If you don’t set it up properly, you risk damaging your site’s SEO. So beware of the explosion!

In this post, I will show you how to avoid the disaster, and how to optimize your WordPress robots.txt file. You will discover what it is used for, how it works, two ways to create it, and what to put inside.

Your best WordPress projects need the best host!

WPMarmite recommends Bluehost: great performance, great support. All you need for a great start.

What is the WordPress robots.txt file?

Presentation

A WordPress robots.txt file is a text file located at the root of your site that “tells search engine crawlers which URLs the crawler can access on your site” according to the definition given by Google on its webmaster help site.

Also referred to as the “Robots Exclusion Standard/Protocol”, it allows search engines to avoid indexing certain useless and/or private content (e.g. your login page, sensitive folders and files).

In short, this protocol tells the robots of a search engine what they can or cannot do on your site.

Here is how it works. When a robot is about to crawl a URL of your site (i.e. it is going to explore and retrieve information to be able to index it), it will first look at your robots.txt file.

If it finds it, it will read it, then follow the directives you have given it (it will not be able to crawl such and such a file if you have forbidden it).

If it doesn’t find it, it will crawl your site in a normal way, without excluding any content.

Look at this example of a WordPress robots.txt file to see what it looks like:

Don’t necessarily stop at its contents. As you’ll see later, there is no standard file that can be adapted to any site. In any case, it is not recommended.

If you had to remember 4 more things about our topic of the day, get this into your head:

  1. As Google explains, the information you provide in your robots.txt file “can’t force the crawler to follow your site’s rules”. If the “serious” crawlers (Google, Bing, Yahoo, Yandex, Baidu, etc.) will respect them, it will not be the case for malicious robots, which seek to undermine the security of your site.
    Moreover, not all robots interpret instructions in the same way, so be sure to respect the syntax indicated by Google.
  2. The robots.txt file is a public file. Anyone can access it by typing the following template: yoursite.com/robots.txt. Therefore, do not use it to hide content, one will quickly find where it is hidden… If you want some content to remain private, don’t put it in this file, but protect it with a password for example.
  3. If you do not want certain pages to appear in search results, “do not use the robots.txt file to hide your web page” says Google. Indeed, if a number of links point to this page, it is possible that Google indexes and displays it in its search results, without knowing what it contains, even if you have blocked it in your robots.txt file.
    To prevent a page from appearing in search results, Google recommends using what is called a noindex tag (it can be easily activated in Yoast SEO by unchecking the box “Allow search engines to show this Post in search results?” located under each post/page in the settings tab).
  4. The robots.txt file has a cousin called humans.txt.
    This is a TXT file, also located at the root of your site, which contains information about the different people who contributed to its design.
    For example, developers, web designers, editors, etc. It is not mandatory, but if you think it is useful to integrate it on your WordPress site, you will have to add it to the root of your site, next to the robots.txt file (look at the one from WPMarmite for example).

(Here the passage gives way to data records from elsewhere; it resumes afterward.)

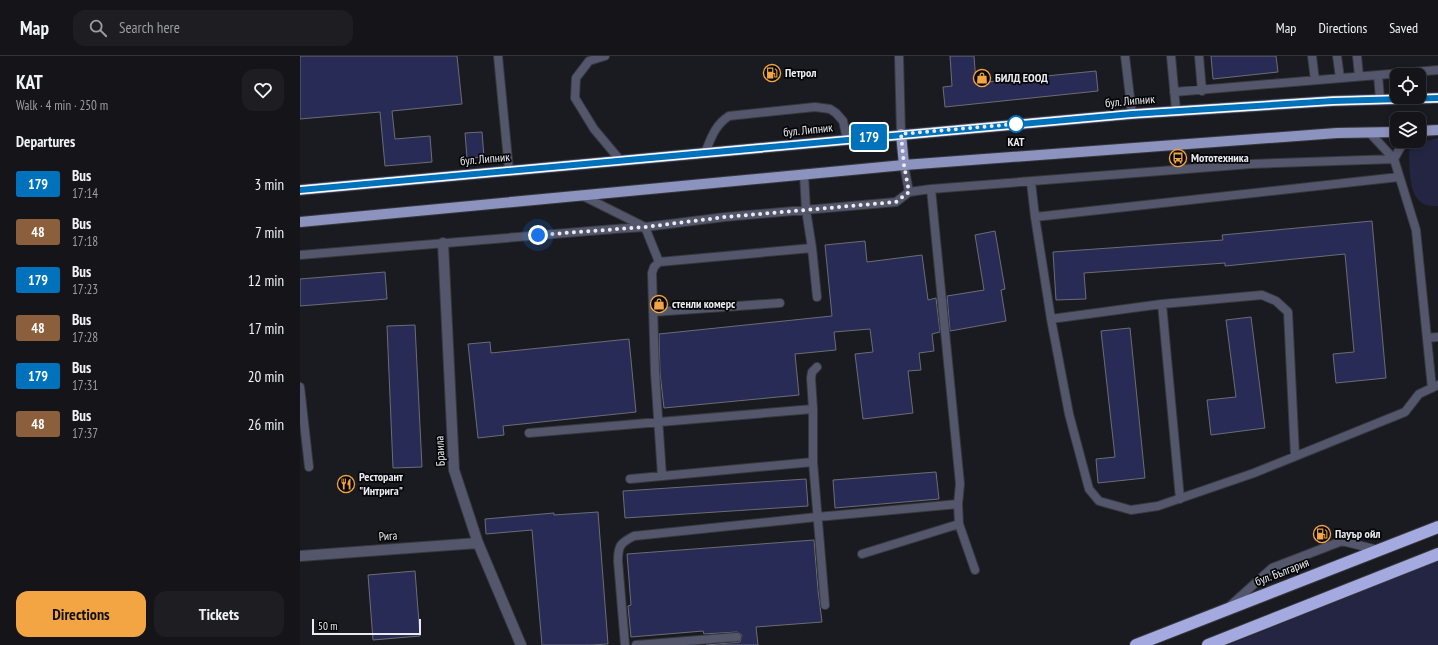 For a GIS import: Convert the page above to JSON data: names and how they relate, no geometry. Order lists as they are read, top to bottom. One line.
{"streets":{"highway":["бул. България"],"main road":["бул. Липник"],"street":["Браила","Рига"]},"crossings":[["Браила","Рига"]],"places":{"fuel station":["Петрол","Пауър ойл"],"shop":["БИЛД ЕООД","стенли комерс"],"other":["КАТ"],"bus stop":["Мототехника"],"restaurant":["Ресторант \"Интрига\""]},"lines":["bus line 179"],"scale_bar":"50 m","page":{"header":"Map","search":"Search here","nav":["Map","Directions","Saved"],"heading":[["КАТ","Walk · 4 min · 250 m"],"Departures"],"on_map":"179","list":[{"mark":"179","name":"Bus","note":"17:14","value":"3 min"},{"mark":"48","name":"Bus","note":"17:18","value":"7 min"},{"mark":"179","name":"Bus","note":"17:23","value":"12 min"},{"mark":"48","name":"Bus","note":"17:28","value":"17 min"},{"mark":"179","name":"Bus","note":"17:31","value":"20 min"},{"mark":"48","name":"Bus","note":"17:37","value":"26 min"}],"buttons":["Directions","Tickets"],"scale":"50 m"}} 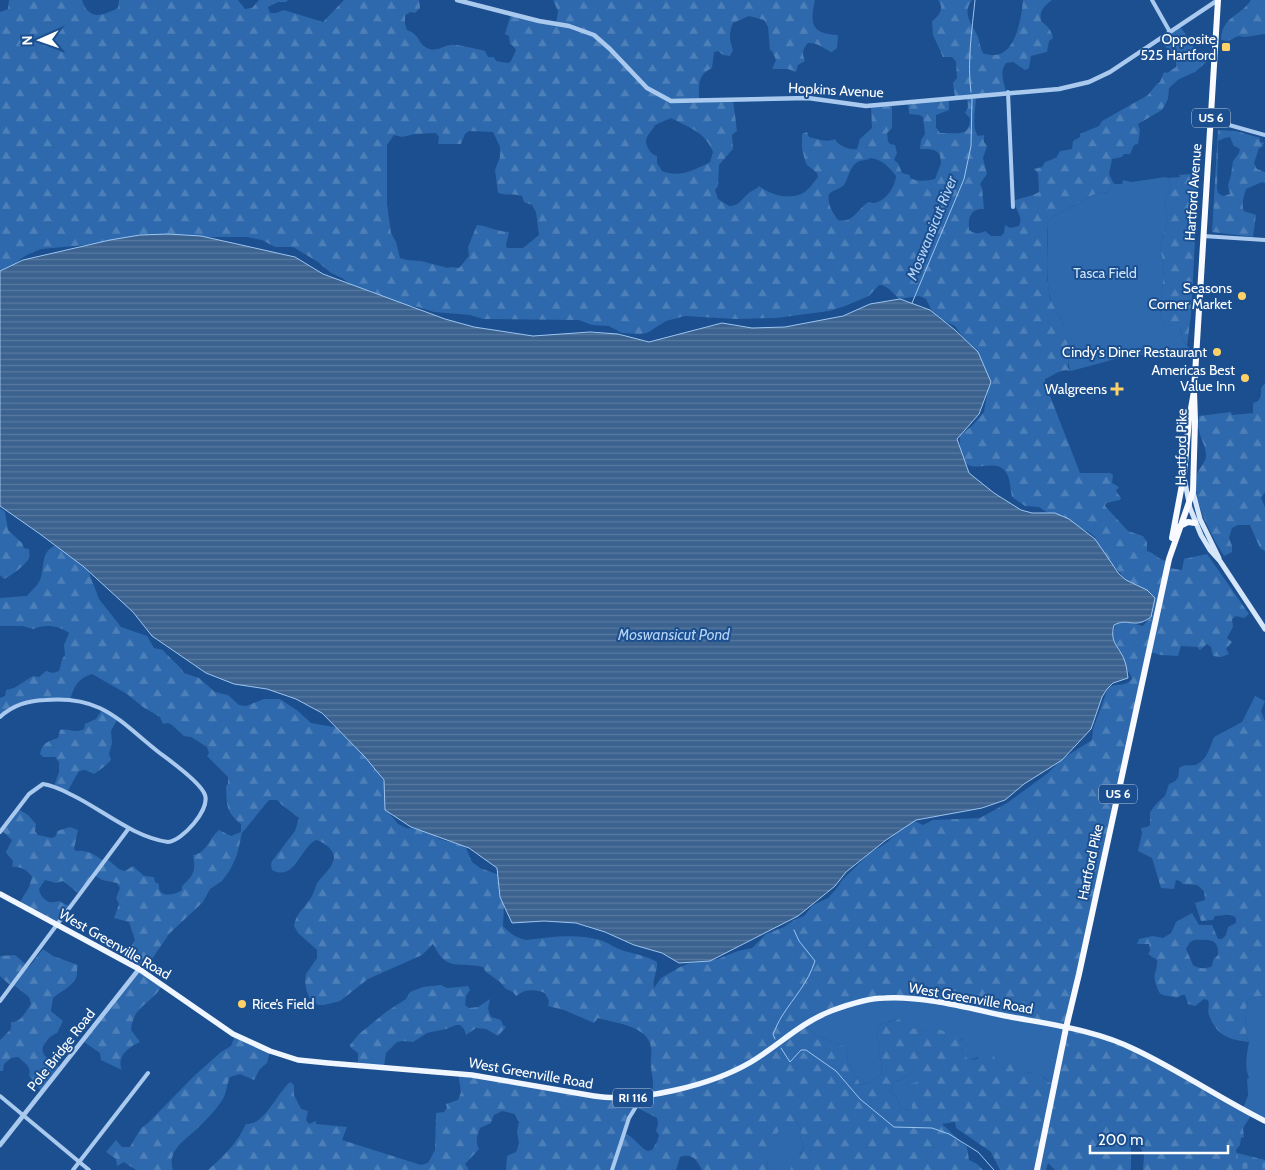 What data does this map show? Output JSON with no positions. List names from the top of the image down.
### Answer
{
  "streets": {
    "highway": ["US 6", "Hartford Avenue", "Hartford Pike"],
    "main road": ["West Greenville Road", "RI 116"],
    "street": ["Hopkins Avenue", "Pole Bridge Road"]
  },
  "crossings": [
    ["Hopkins Avenue", "Hartford Avenue"],
    ["Hartford Avenue", "Hartford Pike"],
    ["Hartford Pike", "West Greenville Road"],
    ["West Greenville Road", "Pole Bridge Road"]
  ],
  "water": ["Moswansicut River", "Moswansicut Pond"],
  "parks": ["Tasca Field"],
  "places": {
    "transit": ["Opposite 525 Hartford"],
    "other": [
      "Seasons Corner Market",
      "Cindy's Diner Restaurant",
      "Americas Best Value Inn",
      "Rice’s Field"
    ],
    "health": ["Walgreens"]
  },
  "scale_bar": "200 m",
  "north": "left"
}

Do you really need a robots.txt file?

By default, a website will be crawled and indexed normally by a search engine, even without the presence of a robots.txt file.

The latter is therefore not mandatory. As Daniel Roch, a WordPress SEO specialist, explains, “if you want to index all your pages, content and media, don’t use the robots.txt file: it won’t do you any good”.

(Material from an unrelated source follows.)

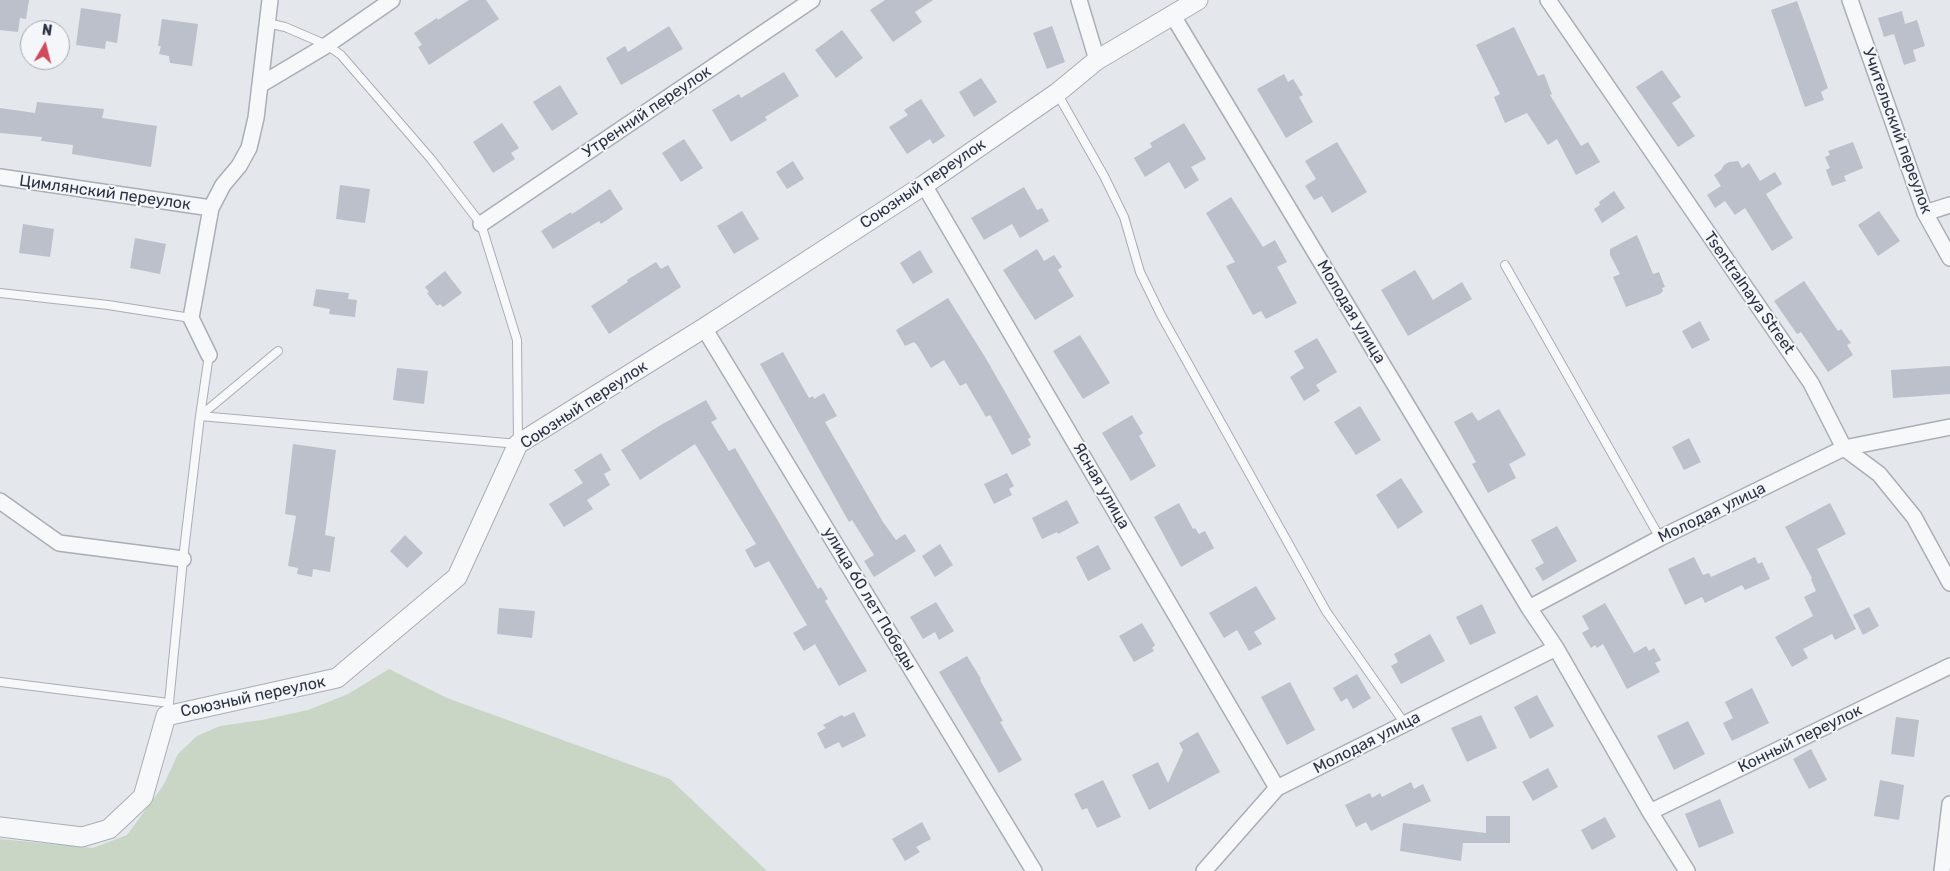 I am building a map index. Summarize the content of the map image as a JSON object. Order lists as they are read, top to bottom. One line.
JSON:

But then, what use can this file be, the rest of the time?

The main benefit is to be found on the side of your SEO. In fact, a robots.txt file allows you to save what is called the crawl budget, says this post from the Yoast SEO blog.

It’s pretty technical, but simply put, by de-indexing the pages on your site that are of no SEO interest, you’ll leave more time and energy for Google to crawl the others.

If you want to dig deeper into the subject, Brian Dean, from Backlinko, talks about it here.

Join the WPMarmite subscribers

Get the last WPMarmite posts (and also exclusive resources).

Now it’s time to move on to the configuration of your file. And this is important, believe me. If it’s not properly optimized, you risk seriously penalizing your presence on search engines.

How to create a WordPress robots.txt file?

By default, WordPress creates a virtual robots.txt file. It is not accessible on your server, but you can view it online.

Take the one on Usain Bolt’s site, the former Jamaican sprint star.

Yes, even Usain Bolt’s website is built on WordPress.

To see it, you just have to type in your browser http://usainbolt.com/robots.txt.

Here is what you will get:

Plain Text

This virtual file works. But how do you modify this robots.txt on your WordPress website?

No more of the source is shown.